[Data to examine]:
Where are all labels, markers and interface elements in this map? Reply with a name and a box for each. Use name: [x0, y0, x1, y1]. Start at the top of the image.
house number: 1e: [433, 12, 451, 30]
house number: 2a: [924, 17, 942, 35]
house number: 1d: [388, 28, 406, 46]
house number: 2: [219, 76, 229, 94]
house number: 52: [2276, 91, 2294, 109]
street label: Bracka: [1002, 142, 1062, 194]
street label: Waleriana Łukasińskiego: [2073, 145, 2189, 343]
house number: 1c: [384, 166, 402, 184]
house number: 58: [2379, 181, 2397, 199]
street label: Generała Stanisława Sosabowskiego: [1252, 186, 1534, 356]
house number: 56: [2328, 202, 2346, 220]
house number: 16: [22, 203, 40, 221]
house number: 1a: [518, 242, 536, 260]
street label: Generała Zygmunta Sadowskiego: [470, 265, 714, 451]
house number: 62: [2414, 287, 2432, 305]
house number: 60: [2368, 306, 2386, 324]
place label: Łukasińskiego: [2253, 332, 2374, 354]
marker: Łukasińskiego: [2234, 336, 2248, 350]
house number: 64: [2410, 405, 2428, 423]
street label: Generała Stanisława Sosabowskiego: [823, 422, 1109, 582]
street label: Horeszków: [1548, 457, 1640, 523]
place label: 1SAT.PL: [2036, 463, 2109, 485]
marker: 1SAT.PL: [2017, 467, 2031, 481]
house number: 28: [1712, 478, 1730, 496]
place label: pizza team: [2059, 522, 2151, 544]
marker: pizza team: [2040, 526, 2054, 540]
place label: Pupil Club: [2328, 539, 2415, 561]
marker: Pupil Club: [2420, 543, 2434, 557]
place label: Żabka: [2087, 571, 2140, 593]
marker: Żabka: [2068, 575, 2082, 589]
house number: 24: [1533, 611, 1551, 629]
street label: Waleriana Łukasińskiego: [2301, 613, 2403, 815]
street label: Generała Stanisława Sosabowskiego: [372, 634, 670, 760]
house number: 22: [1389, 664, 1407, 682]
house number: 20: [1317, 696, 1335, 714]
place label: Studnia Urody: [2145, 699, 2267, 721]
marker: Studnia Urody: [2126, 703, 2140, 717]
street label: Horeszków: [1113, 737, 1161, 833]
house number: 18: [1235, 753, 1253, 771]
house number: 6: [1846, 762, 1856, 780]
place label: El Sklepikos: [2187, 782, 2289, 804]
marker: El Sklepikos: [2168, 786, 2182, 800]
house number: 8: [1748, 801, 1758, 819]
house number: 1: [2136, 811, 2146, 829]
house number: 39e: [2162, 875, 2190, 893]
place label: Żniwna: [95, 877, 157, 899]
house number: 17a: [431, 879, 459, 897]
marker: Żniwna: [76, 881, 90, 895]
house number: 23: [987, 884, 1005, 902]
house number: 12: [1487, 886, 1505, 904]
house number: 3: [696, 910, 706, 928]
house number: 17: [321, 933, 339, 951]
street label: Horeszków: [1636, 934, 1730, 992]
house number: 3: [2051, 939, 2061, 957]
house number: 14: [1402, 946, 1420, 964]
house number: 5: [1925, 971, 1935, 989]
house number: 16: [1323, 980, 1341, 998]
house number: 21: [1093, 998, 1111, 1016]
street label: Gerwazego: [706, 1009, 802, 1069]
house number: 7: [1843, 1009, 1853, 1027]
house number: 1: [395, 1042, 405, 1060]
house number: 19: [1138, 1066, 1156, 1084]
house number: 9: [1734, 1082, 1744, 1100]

[Exercise]: When you answer, retype all of the material exactly as it appears above.

[Solution to the exercise]:
Where are all labels, markers and interface elements in this map? Reply with a name and a box for each. Use name: [x0, y0, x1, y1]. Start at the top of the image.
house number: 1e: [433, 12, 451, 30]
house number: 2a: [924, 17, 942, 35]
house number: 1d: [388, 28, 406, 46]
house number: 2: [219, 76, 229, 94]
house number: 52: [2276, 91, 2294, 109]
street label: Bracka: [1002, 142, 1062, 194]
street label: Waleriana Łukasińskiego: [2073, 145, 2189, 343]
house number: 1c: [384, 166, 402, 184]
house number: 58: [2379, 181, 2397, 199]
street label: Generała Stanisława Sosabowskiego: [1252, 186, 1534, 356]
house number: 56: [2328, 202, 2346, 220]
house number: 16: [22, 203, 40, 221]
house number: 1a: [518, 242, 536, 260]
street label: Generała Zygmunta Sadowskiego: [470, 265, 714, 451]
house number: 62: [2414, 287, 2432, 305]
house number: 60: [2368, 306, 2386, 324]
place label: Łukasińskiego: [2253, 332, 2374, 354]
marker: Łukasińskiego: [2234, 336, 2248, 350]
house number: 64: [2410, 405, 2428, 423]
street label: Generała Stanisława Sosabowskiego: [823, 422, 1109, 582]
street label: Horeszków: [1548, 457, 1640, 523]
place label: 1SAT.PL: [2036, 463, 2109, 485]
marker: 1SAT.PL: [2017, 467, 2031, 481]
house number: 28: [1712, 478, 1730, 496]
place label: pizza team: [2059, 522, 2151, 544]
marker: pizza team: [2040, 526, 2054, 540]
place label: Pupil Club: [2328, 539, 2415, 561]
marker: Pupil Club: [2420, 543, 2434, 557]
place label: Żabka: [2087, 571, 2140, 593]
marker: Żabka: [2068, 575, 2082, 589]
house number: 24: [1533, 611, 1551, 629]
street label: Waleriana Łukasińskiego: [2301, 613, 2403, 815]
street label: Generała Stanisława Sosabowskiego: [372, 634, 670, 760]
house number: 22: [1389, 664, 1407, 682]
house number: 20: [1317, 696, 1335, 714]
place label: Studnia Urody: [2145, 699, 2267, 721]
marker: Studnia Urody: [2126, 703, 2140, 717]
street label: Horeszków: [1113, 737, 1161, 833]
house number: 18: [1235, 753, 1253, 771]
house number: 6: [1846, 762, 1856, 780]
place label: El Sklepikos: [2187, 782, 2289, 804]
marker: El Sklepikos: [2168, 786, 2182, 800]
house number: 8: [1748, 801, 1758, 819]
house number: 1: [2136, 811, 2146, 829]
house number: 39e: [2162, 875, 2190, 893]
place label: Żniwna: [95, 877, 157, 899]
house number: 17a: [431, 879, 459, 897]
marker: Żniwna: [76, 881, 90, 895]
house number: 23: [987, 884, 1005, 902]
house number: 12: [1487, 886, 1505, 904]
house number: 3: [696, 910, 706, 928]
house number: 17: [321, 933, 339, 951]
street label: Horeszków: [1636, 934, 1730, 992]
house number: 3: [2051, 939, 2061, 957]
house number: 14: [1402, 946, 1420, 964]
house number: 5: [1925, 971, 1935, 989]
house number: 16: [1323, 980, 1341, 998]
house number: 21: [1093, 998, 1111, 1016]
street label: Gerwazego: [706, 1009, 802, 1069]
house number: 7: [1843, 1009, 1853, 1027]
house number: 1: [395, 1042, 405, 1060]
house number: 19: [1138, 1066, 1156, 1084]
house number: 9: [1734, 1082, 1744, 1100]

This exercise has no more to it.